BWI begins $100 million project to upgrade oldest part of terminal

Work has begun on a $100 million upgrade of the oldest portion of BWI Marshall Airport to streamline security screening by allowing passengers to move among the three busiest concourses without having to pass through security a second time.

Airport officials say widening Concourse C — in the 60-year-old central section of what was once Friendship International Airport — will allow them to expand the number of security lines from six to nine. It also will permit the replacement of magnetic-resonance screening machines with larger advanced imaging devices like the ones already used on concourses A and B.

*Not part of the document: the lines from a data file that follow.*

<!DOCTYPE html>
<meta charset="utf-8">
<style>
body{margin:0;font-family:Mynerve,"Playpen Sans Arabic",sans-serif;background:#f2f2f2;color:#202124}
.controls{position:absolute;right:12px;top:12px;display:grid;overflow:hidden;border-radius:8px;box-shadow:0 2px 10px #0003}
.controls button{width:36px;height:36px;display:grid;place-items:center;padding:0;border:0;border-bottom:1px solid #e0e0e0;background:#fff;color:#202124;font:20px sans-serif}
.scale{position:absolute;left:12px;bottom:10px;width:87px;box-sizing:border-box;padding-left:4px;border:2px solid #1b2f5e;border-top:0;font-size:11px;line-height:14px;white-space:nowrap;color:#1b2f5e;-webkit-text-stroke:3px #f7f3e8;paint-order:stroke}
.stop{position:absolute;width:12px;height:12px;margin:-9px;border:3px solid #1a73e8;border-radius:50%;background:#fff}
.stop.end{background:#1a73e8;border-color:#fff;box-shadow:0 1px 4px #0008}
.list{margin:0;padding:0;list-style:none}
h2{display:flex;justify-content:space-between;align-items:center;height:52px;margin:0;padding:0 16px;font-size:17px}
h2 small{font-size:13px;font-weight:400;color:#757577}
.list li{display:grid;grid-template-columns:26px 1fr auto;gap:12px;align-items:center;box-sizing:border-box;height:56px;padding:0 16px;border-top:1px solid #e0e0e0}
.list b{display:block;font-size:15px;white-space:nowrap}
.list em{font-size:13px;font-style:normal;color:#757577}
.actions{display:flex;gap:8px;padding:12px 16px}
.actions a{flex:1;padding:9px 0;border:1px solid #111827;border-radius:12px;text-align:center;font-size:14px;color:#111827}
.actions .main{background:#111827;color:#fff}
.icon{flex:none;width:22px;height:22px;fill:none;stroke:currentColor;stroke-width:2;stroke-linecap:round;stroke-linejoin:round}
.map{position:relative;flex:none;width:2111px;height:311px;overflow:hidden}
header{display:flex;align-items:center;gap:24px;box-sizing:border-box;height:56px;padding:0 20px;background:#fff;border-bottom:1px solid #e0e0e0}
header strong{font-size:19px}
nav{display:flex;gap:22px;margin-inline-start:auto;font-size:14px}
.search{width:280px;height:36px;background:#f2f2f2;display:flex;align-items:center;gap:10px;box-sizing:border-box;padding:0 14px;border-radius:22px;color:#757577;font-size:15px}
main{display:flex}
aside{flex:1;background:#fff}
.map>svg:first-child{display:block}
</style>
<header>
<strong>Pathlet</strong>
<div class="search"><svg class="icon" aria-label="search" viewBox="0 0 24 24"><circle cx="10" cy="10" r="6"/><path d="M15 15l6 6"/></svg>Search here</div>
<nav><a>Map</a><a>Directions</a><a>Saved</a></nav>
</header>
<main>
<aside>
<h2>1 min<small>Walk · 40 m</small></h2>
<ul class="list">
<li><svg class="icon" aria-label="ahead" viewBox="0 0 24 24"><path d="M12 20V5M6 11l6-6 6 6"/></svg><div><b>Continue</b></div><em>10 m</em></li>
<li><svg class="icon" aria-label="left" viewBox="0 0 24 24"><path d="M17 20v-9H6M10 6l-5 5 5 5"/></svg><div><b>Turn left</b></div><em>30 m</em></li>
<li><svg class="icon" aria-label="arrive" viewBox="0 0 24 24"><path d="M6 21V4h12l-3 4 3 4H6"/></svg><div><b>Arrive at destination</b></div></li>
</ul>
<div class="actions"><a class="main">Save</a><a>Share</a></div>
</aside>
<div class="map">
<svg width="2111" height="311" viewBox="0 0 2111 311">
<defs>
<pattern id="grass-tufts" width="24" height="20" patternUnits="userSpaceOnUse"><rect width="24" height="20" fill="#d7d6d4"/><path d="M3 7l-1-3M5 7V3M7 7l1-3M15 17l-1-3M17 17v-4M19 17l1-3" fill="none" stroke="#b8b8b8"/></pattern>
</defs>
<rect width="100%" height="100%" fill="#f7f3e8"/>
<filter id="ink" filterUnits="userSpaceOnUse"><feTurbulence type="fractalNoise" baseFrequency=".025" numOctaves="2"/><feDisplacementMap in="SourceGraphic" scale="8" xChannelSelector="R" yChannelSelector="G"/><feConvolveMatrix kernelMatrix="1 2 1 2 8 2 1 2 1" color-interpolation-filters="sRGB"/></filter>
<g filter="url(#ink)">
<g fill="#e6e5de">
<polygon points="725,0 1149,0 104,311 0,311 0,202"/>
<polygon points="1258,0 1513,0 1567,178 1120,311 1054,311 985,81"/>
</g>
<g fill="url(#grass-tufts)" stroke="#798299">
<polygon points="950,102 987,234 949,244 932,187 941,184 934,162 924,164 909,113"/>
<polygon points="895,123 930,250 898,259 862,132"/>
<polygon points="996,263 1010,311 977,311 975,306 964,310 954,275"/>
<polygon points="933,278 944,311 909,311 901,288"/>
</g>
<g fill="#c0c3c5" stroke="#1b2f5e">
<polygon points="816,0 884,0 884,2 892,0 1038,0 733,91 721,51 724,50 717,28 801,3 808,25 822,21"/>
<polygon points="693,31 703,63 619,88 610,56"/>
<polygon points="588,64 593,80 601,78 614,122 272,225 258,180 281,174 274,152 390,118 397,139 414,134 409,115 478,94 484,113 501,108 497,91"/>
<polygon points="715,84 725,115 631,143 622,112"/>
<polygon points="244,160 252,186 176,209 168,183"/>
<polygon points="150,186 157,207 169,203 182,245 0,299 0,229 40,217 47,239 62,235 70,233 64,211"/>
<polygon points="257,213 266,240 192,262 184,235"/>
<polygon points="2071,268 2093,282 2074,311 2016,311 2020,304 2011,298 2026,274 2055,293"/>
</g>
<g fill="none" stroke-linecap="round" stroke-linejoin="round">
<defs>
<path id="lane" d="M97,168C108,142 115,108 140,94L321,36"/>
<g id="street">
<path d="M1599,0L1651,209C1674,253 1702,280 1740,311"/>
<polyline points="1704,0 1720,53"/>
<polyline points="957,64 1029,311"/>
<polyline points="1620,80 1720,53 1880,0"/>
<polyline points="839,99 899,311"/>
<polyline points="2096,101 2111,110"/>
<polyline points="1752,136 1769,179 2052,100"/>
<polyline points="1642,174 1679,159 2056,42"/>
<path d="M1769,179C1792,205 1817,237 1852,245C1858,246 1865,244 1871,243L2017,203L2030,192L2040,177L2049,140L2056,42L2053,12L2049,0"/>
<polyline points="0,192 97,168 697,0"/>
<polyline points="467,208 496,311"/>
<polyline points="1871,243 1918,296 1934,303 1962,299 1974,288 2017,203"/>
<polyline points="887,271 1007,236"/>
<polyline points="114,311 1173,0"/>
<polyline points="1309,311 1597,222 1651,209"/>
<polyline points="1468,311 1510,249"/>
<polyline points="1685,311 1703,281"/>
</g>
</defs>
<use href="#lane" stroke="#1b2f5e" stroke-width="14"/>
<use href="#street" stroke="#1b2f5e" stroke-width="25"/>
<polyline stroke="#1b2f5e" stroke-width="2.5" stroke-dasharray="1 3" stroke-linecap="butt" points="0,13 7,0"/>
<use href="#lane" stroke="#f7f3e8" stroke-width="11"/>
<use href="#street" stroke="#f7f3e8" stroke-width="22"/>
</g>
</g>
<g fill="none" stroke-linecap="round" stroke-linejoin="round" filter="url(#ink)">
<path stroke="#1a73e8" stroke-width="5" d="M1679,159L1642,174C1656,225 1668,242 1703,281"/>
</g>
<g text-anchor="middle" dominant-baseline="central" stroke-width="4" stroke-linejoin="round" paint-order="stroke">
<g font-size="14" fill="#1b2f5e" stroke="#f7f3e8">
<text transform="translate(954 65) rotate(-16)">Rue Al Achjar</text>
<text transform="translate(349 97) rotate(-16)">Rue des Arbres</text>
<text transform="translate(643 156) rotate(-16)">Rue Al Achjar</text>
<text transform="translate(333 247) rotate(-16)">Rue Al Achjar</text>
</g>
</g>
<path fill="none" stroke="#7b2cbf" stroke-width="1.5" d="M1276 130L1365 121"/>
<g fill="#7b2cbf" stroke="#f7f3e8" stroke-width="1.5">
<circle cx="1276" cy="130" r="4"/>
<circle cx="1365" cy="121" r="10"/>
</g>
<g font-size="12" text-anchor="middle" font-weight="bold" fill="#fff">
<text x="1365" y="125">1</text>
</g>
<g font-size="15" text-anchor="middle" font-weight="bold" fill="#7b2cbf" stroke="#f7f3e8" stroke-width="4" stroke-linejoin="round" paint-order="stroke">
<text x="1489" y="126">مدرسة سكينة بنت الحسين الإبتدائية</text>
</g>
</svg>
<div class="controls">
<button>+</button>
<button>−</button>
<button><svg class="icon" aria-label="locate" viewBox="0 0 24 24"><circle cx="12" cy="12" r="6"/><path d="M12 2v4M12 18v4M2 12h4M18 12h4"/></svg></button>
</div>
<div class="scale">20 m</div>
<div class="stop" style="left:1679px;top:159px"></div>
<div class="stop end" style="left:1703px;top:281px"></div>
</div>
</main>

The project also will add a moving walkway on the airfield side of the terminal that will connect the 26 gates at concourses A and B used by Southwest Airlines and AirTran Airways with the 14 gates at Concourse C.

In addition, Concourse C will be given the level of amenities found at the A and B concourses in approximately 8,500 square feet of new food and retail space.

The project will be Baltimore-Washington International Thurgood Marshall Airport's most ambitious since the $288 million Southwest terminal opened in 2005, airport officials say. It will be paid for with revenue from ticket surcharges, as well as gate and landing fees paid by the airlines.

For the past two years, BWI has broken passenger records. In 2011, 22.39 million ticket holders passed through the gates — a 2.1 percent increase. The trend is continuing this year: In the first quarter, more than 4.9 million passengers used BWI, up 2.6 percent over the same period last year.

Airport officials say initial construction will be completed by next spring and the rest before next year's summer travel season. Disruptions are expected to be minimal, but the observation gallery will be closed until spring 2013 to accommodate construction.